Dr. James O’Brien with Mecklenburg Radiology Associates in Charlotte, North Carolina, said the push for coverage came from a study published in the New England Journal of Medicine. The National Lung Cancer Screening Trial examined more than 50,000 patients over several years, focusing on the impact a low-dose CT screening had on mortality rates.

According to the American Cancer Society, lung cancer kills 160,000 people a year.   The mortality rate is so high because lung cancer doesn’t cause symptoms until it’s too late to treat effectively.

The National Lung Screening Trial found participants who received a low-dose CT scan had a 15 to 20 percent lower risk of dying from lung cancer than participants who received standard chest X-rays.

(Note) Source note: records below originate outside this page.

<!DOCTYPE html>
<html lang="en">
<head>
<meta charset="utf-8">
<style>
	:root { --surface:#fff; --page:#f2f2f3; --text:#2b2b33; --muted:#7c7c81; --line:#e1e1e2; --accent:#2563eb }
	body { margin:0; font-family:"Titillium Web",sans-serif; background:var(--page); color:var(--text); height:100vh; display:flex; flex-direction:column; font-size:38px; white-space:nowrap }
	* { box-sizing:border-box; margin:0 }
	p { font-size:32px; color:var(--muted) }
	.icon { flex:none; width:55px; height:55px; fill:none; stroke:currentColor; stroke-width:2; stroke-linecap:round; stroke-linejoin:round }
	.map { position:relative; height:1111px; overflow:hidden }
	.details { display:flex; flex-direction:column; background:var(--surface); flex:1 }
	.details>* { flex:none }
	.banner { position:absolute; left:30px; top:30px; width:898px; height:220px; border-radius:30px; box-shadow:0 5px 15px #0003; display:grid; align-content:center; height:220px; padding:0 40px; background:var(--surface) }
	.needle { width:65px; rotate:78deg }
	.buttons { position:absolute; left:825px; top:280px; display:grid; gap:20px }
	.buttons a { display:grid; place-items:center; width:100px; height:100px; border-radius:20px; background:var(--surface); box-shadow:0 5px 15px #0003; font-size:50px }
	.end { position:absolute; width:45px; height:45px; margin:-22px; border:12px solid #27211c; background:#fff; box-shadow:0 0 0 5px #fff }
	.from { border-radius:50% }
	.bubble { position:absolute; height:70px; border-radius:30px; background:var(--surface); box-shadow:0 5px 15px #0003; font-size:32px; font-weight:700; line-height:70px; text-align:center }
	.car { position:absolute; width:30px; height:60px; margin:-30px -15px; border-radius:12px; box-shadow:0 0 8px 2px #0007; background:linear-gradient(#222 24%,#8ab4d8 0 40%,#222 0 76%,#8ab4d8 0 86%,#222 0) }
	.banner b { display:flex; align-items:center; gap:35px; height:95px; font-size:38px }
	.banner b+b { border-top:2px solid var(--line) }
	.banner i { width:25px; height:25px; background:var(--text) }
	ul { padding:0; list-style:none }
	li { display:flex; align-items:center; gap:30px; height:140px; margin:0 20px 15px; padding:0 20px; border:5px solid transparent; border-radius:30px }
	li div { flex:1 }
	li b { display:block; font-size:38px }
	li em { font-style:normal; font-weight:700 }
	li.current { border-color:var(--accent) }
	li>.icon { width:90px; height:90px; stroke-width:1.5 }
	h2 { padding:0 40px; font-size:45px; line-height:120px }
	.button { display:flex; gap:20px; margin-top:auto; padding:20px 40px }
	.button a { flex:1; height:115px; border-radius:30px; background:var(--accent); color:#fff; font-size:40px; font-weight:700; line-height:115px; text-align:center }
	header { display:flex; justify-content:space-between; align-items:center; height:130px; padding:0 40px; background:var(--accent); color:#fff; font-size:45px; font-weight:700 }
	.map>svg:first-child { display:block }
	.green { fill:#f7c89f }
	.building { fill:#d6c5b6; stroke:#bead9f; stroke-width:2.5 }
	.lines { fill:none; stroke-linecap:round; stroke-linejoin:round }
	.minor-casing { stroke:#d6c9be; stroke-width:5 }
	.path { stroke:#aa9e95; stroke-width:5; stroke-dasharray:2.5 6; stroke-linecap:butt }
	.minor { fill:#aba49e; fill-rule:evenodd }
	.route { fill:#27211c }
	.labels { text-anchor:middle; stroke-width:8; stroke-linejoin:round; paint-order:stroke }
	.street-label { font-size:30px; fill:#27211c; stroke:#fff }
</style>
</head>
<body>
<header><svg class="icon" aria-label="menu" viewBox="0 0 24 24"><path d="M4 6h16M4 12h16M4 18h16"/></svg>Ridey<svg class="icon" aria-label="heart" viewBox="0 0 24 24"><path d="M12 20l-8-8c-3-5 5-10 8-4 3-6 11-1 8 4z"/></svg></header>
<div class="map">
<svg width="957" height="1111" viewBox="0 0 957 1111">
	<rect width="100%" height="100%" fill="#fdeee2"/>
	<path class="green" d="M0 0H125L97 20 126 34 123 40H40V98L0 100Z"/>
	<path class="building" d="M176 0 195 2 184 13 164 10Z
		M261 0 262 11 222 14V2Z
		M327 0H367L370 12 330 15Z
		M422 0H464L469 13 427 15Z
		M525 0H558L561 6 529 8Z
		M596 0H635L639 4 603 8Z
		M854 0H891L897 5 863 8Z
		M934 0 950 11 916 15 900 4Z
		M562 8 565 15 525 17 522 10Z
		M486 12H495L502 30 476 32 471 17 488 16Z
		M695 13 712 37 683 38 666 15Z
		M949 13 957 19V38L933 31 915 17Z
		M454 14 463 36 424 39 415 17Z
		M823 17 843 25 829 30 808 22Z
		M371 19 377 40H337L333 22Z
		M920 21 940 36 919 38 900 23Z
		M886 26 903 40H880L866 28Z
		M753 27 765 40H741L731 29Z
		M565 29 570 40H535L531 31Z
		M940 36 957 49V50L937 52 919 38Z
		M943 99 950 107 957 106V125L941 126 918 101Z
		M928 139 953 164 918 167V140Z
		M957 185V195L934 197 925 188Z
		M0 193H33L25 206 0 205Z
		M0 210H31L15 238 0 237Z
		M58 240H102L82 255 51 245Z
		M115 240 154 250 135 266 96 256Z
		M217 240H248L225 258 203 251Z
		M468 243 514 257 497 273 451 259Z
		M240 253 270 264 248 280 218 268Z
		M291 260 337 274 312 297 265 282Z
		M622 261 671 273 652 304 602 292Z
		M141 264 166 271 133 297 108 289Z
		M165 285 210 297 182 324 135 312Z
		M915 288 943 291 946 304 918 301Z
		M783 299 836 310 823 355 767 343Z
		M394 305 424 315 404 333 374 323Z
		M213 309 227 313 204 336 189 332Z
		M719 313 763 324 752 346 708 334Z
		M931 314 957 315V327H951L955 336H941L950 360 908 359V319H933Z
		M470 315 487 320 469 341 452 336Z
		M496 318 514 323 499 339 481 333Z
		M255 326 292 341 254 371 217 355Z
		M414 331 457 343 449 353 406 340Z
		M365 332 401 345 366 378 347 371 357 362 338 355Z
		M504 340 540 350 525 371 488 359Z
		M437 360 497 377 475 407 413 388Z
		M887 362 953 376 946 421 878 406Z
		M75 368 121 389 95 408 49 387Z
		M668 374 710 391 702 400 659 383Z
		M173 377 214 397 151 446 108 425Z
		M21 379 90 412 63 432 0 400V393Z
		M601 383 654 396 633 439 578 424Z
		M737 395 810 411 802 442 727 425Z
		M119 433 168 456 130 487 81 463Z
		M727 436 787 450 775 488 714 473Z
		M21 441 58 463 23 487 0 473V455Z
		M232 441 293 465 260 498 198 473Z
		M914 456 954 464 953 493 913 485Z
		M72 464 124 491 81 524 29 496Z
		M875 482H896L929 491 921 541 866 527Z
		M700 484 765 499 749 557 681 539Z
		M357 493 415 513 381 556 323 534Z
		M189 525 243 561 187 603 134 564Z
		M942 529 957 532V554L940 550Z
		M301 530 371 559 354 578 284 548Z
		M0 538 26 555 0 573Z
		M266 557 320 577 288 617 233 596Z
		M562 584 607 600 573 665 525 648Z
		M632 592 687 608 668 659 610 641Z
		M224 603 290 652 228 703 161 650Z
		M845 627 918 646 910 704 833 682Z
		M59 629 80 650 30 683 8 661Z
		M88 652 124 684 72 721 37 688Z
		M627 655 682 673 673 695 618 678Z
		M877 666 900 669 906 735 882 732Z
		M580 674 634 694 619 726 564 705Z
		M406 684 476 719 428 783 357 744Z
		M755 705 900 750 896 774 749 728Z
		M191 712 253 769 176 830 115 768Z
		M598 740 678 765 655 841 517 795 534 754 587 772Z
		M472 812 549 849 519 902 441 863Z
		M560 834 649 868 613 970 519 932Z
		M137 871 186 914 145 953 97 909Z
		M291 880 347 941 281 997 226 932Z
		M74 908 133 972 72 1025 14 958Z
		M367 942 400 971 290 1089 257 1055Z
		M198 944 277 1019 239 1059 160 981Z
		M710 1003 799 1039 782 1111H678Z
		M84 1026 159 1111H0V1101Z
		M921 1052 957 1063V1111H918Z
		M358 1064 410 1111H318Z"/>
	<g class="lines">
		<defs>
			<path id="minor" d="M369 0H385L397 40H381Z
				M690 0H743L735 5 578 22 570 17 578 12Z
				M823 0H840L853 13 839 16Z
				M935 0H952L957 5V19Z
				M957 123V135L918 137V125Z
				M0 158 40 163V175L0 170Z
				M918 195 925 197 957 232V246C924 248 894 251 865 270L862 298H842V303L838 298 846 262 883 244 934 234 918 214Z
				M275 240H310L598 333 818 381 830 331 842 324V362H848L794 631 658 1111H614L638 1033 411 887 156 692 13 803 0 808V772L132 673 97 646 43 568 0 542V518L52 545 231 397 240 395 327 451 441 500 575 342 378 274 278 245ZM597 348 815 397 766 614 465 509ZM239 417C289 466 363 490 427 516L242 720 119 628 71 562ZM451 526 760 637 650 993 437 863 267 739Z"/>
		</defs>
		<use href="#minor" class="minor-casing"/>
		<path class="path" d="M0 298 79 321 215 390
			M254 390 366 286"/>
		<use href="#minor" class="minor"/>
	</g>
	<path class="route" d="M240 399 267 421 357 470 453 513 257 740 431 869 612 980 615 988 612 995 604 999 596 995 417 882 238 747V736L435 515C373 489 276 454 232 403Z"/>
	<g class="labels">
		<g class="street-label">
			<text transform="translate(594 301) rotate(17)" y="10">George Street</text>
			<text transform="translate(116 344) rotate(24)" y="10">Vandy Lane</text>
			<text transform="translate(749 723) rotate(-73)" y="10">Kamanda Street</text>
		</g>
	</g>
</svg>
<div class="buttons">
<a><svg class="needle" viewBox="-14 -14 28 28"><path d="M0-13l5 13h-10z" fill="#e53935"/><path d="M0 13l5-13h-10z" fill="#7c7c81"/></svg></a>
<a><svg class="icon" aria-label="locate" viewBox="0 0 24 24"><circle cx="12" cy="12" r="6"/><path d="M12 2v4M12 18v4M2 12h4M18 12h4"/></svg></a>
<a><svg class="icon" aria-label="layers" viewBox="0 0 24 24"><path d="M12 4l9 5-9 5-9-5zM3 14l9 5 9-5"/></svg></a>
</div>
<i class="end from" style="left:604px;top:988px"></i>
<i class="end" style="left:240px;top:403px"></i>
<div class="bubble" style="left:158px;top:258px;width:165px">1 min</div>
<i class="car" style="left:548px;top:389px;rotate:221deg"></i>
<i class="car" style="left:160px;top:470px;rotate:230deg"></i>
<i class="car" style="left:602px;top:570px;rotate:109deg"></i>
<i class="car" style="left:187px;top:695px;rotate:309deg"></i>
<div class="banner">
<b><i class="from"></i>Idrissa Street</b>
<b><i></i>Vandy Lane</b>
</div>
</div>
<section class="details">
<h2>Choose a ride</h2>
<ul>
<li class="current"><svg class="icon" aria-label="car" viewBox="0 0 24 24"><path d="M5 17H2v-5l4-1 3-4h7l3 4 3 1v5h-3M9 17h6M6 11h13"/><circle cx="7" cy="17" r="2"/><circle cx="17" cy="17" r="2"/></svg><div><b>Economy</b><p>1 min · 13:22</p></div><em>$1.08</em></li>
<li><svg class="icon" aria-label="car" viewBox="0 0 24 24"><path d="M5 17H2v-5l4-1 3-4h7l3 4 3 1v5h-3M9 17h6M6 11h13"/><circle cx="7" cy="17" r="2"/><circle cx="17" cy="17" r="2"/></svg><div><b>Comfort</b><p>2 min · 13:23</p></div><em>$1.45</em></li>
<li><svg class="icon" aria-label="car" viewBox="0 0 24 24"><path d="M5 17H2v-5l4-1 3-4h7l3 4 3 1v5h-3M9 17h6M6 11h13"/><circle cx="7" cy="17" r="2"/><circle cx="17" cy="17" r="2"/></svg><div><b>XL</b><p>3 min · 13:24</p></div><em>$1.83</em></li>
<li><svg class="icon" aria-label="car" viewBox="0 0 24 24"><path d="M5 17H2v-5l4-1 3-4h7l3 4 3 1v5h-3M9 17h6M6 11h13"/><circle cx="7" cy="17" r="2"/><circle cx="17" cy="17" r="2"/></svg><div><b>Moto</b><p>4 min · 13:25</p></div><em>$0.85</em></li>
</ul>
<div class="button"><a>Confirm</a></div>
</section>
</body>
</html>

“The findings were so significant, the trial was stopped to get the results out early,” O’Brien said. “Research trials look at something called the ‘power of the trial.’ With 50,000 participants, the trial had a lot of power and was extremely representative of the patient population. Now everyone is on board that the CT screening does help detect lung cancer while decreasing mortality rates for the determined patient population.”

O’Brien mentioned the test is meant to be like a mammogram – those at risk will be reminded to get the screening done each year. For those patients outside the qualifications set by Medicare, the screening is not covered and can cost anywhere from $250 to $300.

“When you’re doing widespread screenings for certain groups, you want to keep the population very specific,” O’Brien said. “Like mammography and men – men are not reminded annually to get a mammogram. We want to narrow down the population to those patients who are at the highest risk.”

O’Brien works with the Novant Health Cancer Center and Novant Health Multidisciplinary Clinic to make sure patients at high risk are referred for the screening.

“We discuss the screening at length so physicians are involved and recommend it to their patients,” O’Brien said. “Our goal is to start recommending the screening through primary care and family medicine doctors because that’s where a majority of these patients are seen annually.”

For patients outside the screening parameters, there’s still a chance Medicare will change the qualifications in the future. O’Brien said his practice is looking at how low-dose CT screenings affect patients outside the current parameters. If a larger population of patients is found where the screening is proven to work, there’s a chance Medicare could change their parameters. O’Brien noted it would be several years before Medicare reconsiders its qualifications.